Alkalinity Adjusters

In addition to chlorine and bromine, balancing total alkalinity (TA) levels is essential for keeping your hot tub water clean and healthy. TA balance keeps your pH level between 7.4 and 7.8 which allows your sanitiser to work at its best.

When a hot tub’s TA level is below 80 ppm, the water can become corrosive and acidic which can damage your equipment and cause eye irritation and skin sensitivity. When a hot tub’s TA levels are above 120 ppm, the water can become cloudy and allow scale to build up on your equipment and surfaces.

Both low TA and high TA can be caused by bathers’ body oils, sweat, lotions, detergents or other chemicals in the water as well as hard water from bore or rain water sources. The chemistry of hot tub water is different from pool water due to the mineral content which can create issues with pH and TA levels.
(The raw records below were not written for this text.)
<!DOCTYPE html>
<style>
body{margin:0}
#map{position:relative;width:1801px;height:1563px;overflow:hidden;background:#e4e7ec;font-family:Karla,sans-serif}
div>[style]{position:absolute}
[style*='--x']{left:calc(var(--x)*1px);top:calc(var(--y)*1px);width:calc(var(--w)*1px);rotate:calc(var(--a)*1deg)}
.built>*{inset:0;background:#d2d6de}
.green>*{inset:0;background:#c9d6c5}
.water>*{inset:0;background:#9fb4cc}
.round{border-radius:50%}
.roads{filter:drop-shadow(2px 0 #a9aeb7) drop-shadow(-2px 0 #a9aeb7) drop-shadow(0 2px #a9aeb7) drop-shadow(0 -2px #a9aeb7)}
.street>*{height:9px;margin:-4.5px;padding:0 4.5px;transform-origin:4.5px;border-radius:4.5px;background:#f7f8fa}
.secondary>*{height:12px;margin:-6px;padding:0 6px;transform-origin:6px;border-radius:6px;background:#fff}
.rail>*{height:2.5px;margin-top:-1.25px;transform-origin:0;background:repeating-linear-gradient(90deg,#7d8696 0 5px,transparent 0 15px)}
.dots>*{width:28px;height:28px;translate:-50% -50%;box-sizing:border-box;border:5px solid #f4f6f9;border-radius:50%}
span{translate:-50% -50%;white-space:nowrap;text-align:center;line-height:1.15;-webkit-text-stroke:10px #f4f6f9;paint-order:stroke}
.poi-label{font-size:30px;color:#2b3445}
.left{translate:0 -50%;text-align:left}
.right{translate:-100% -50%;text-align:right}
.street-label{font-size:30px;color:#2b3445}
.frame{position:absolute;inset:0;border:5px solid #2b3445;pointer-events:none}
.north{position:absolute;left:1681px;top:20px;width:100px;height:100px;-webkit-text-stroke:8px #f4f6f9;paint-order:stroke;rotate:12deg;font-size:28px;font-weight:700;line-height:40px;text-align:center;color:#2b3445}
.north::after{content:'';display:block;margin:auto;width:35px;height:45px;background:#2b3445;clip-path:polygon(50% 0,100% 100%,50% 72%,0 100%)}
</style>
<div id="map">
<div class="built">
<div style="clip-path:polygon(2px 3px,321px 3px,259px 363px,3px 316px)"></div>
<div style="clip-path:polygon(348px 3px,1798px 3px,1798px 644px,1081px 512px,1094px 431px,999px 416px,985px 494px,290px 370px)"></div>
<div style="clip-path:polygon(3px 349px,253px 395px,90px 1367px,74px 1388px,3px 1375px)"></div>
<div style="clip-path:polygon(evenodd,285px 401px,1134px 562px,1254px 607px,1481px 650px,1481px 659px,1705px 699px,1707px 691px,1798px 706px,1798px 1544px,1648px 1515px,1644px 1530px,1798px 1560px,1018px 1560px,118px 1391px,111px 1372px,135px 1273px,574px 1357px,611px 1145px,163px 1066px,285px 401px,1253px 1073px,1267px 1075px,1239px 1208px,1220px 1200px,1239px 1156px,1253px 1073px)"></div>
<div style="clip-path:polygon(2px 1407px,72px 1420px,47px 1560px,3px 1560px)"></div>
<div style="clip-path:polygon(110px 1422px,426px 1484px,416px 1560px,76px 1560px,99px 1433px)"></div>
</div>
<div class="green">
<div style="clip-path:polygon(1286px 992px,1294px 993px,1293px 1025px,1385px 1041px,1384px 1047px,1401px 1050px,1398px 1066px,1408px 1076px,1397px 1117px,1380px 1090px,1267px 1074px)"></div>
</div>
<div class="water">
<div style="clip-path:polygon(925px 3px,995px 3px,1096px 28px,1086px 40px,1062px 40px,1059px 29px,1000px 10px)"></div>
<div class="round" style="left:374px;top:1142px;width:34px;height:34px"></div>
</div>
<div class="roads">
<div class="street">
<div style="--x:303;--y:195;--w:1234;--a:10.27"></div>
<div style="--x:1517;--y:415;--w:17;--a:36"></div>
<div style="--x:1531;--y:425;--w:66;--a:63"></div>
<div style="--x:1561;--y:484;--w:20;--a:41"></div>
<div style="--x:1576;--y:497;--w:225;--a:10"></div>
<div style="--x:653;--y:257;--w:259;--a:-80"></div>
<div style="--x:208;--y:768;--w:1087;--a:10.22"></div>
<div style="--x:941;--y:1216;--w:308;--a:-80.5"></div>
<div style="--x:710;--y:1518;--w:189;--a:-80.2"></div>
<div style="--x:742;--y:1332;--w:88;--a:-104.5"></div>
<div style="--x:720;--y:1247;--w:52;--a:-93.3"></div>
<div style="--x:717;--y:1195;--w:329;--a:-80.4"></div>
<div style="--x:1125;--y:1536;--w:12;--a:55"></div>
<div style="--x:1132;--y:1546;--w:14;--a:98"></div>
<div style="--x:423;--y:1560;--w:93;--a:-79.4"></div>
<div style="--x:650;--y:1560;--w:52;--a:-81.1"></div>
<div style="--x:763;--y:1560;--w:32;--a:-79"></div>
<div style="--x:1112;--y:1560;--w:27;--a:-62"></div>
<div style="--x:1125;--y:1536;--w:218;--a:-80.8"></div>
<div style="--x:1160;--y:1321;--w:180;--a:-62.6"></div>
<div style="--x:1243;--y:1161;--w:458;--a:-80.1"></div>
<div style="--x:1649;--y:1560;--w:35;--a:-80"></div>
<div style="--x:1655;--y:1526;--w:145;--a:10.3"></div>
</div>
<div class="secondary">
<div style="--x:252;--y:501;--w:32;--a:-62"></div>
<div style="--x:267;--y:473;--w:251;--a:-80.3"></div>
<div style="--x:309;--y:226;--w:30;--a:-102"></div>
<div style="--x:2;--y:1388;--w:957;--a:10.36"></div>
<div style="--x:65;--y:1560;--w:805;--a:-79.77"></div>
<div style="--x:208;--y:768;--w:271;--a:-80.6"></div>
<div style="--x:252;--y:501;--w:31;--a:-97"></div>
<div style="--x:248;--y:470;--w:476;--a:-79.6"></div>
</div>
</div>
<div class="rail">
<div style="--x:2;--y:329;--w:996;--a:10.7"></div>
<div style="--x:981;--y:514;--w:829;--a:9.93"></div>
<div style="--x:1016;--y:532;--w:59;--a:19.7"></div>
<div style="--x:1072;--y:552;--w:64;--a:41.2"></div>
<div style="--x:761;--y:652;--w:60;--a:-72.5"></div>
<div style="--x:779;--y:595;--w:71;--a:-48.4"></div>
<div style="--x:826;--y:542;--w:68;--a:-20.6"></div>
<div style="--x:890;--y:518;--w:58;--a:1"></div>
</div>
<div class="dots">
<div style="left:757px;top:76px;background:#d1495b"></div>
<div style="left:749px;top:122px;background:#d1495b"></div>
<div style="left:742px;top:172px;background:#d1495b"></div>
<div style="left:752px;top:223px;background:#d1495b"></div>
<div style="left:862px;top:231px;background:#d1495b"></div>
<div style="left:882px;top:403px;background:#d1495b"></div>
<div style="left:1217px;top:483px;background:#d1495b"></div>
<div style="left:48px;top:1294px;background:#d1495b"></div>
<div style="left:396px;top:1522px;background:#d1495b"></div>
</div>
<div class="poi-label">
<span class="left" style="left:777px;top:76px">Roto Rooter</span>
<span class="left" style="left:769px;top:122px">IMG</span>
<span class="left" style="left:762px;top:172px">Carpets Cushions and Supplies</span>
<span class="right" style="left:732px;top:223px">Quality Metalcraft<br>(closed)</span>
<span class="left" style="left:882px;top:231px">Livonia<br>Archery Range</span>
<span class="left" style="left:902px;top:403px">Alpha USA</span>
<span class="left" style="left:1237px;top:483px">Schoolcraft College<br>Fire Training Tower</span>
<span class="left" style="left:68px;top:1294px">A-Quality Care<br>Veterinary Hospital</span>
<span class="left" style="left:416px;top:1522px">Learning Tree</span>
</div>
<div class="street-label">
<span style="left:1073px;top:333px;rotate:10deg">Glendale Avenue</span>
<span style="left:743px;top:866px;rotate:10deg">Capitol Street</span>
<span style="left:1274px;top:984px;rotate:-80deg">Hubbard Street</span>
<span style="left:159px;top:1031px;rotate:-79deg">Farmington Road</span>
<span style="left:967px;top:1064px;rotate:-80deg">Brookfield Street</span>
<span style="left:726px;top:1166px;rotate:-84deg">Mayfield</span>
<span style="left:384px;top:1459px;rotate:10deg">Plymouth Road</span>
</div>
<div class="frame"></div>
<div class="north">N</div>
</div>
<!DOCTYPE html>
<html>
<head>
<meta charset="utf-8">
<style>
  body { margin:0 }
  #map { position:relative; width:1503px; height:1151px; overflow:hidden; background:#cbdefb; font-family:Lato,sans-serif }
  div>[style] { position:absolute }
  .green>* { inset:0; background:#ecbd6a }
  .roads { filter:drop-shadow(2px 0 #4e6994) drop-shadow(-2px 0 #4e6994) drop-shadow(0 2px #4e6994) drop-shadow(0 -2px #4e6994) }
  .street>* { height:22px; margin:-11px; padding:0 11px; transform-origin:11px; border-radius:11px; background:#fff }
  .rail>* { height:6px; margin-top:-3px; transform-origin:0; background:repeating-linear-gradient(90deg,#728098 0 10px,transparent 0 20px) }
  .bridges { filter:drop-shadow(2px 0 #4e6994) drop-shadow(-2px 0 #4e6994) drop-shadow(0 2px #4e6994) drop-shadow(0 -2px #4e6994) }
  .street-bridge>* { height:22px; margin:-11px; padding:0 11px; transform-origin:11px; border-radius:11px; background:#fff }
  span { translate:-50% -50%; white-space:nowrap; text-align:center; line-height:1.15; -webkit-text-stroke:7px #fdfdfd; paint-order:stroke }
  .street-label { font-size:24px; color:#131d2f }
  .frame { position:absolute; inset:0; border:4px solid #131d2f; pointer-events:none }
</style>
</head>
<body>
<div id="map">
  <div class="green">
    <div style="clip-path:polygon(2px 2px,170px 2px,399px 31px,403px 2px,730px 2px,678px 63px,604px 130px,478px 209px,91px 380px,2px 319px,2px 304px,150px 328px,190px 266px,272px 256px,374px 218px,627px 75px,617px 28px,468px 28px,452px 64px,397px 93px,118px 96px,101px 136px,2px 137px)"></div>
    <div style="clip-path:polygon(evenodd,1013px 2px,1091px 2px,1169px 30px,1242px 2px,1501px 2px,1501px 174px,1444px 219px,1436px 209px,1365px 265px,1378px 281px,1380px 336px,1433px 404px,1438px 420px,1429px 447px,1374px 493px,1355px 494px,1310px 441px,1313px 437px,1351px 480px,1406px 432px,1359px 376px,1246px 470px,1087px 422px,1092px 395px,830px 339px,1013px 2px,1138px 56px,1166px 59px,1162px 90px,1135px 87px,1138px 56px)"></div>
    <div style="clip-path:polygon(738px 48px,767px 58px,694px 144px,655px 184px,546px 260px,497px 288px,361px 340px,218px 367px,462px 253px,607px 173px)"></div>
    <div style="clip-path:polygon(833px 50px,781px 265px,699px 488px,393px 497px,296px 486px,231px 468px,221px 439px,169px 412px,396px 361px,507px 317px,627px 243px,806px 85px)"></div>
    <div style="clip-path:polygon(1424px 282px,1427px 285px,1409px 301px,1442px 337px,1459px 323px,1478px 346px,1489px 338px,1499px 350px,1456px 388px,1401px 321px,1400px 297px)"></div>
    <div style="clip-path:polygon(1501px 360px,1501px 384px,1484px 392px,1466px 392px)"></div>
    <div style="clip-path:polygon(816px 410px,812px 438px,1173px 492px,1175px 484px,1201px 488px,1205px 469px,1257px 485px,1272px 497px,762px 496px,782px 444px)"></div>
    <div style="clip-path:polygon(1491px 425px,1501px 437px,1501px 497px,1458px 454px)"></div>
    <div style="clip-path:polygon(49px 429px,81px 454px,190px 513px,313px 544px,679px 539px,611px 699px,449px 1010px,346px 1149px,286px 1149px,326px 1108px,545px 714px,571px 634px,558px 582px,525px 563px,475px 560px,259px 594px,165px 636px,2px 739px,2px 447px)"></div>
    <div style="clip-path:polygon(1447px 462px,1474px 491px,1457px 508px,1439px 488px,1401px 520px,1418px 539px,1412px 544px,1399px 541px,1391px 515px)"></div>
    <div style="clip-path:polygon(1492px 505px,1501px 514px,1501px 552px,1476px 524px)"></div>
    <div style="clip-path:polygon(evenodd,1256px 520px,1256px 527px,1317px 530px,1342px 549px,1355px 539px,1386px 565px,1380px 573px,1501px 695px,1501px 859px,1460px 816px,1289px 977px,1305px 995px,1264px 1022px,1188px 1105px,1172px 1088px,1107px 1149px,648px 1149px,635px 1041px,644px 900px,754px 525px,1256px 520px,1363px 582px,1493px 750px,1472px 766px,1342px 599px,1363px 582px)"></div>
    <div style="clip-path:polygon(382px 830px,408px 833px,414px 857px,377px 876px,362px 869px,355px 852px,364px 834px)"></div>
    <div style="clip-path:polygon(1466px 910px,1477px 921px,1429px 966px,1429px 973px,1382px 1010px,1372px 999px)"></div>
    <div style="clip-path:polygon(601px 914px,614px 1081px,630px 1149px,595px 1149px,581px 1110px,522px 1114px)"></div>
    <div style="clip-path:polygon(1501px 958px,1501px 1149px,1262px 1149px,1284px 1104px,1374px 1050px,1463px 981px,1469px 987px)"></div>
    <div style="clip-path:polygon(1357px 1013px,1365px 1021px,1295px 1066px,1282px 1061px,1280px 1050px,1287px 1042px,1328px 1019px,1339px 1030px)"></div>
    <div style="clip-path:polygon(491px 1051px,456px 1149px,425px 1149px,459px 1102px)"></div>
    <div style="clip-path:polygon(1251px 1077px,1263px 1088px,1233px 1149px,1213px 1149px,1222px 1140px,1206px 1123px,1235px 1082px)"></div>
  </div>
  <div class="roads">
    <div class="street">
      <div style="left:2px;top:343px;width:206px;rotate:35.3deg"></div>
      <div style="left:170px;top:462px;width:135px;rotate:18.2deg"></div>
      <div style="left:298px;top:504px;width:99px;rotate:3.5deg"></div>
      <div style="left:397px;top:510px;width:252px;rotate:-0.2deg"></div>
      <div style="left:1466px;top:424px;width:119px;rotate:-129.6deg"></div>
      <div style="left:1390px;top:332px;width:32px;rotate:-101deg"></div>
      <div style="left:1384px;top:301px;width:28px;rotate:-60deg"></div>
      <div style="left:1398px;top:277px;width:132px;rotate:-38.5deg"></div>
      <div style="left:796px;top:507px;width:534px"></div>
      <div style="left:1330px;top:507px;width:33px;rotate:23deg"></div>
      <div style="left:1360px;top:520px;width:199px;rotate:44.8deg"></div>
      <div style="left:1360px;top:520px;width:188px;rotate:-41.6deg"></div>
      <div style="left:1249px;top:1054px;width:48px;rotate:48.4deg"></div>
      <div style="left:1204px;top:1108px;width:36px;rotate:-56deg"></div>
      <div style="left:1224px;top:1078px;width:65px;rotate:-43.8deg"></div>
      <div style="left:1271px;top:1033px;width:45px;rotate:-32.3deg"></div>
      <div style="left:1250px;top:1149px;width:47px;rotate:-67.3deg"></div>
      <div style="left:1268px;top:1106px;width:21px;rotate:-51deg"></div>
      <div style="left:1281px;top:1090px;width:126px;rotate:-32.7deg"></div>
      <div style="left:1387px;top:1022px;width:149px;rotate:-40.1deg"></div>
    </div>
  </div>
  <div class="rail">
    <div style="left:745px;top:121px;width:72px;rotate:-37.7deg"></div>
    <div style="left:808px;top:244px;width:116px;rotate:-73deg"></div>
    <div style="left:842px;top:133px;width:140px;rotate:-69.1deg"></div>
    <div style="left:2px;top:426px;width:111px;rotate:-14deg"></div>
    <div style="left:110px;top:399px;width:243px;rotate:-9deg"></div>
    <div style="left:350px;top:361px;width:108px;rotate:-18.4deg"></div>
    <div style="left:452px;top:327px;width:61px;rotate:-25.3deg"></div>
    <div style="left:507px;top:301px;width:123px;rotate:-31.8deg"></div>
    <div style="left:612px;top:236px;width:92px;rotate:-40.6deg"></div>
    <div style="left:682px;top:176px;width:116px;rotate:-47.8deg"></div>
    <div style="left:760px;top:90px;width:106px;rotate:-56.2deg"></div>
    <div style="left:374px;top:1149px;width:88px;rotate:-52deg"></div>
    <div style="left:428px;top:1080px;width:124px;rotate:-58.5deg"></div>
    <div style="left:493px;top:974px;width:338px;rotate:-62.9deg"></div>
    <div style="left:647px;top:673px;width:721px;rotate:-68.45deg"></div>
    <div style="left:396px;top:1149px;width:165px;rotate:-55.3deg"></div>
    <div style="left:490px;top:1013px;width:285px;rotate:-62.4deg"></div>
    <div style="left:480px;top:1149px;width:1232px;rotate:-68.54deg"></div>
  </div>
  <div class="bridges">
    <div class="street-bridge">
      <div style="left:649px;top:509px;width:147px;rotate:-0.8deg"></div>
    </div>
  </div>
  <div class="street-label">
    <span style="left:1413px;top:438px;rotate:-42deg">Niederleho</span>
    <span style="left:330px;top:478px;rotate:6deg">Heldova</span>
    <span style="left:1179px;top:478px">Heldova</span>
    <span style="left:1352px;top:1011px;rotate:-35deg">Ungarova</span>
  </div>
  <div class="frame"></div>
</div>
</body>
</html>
If your TA is below 80 ppm, use an Alkalinity Increaser which is often called baking soda to bring it back up to the desirable range. If your TA is above 120 ppm, you need to use a pH Reducer which is also known as sodium bisulfate.

While most hot tub owners find balancing their water easy, there are some who have difficulty getting their pH and TA into the desired range. The reason for this is that there are many different water conditions across the country and even within a city or town which can influence the chemistry of your hot tub water.

Whether your hot tub’s water is from a municipal source, well or a private bore system, it will need to be treated before adding any chemicals. The first step is to remove any metals present which can interfere with the stability of your sanitiser levels and turn your water an unattractive color. This can be accomplished by using a metal remover before you add any other chemicals. The next step is to balance the pH and TA levels which you can do with a test strip or liquid pool chemical tester kit.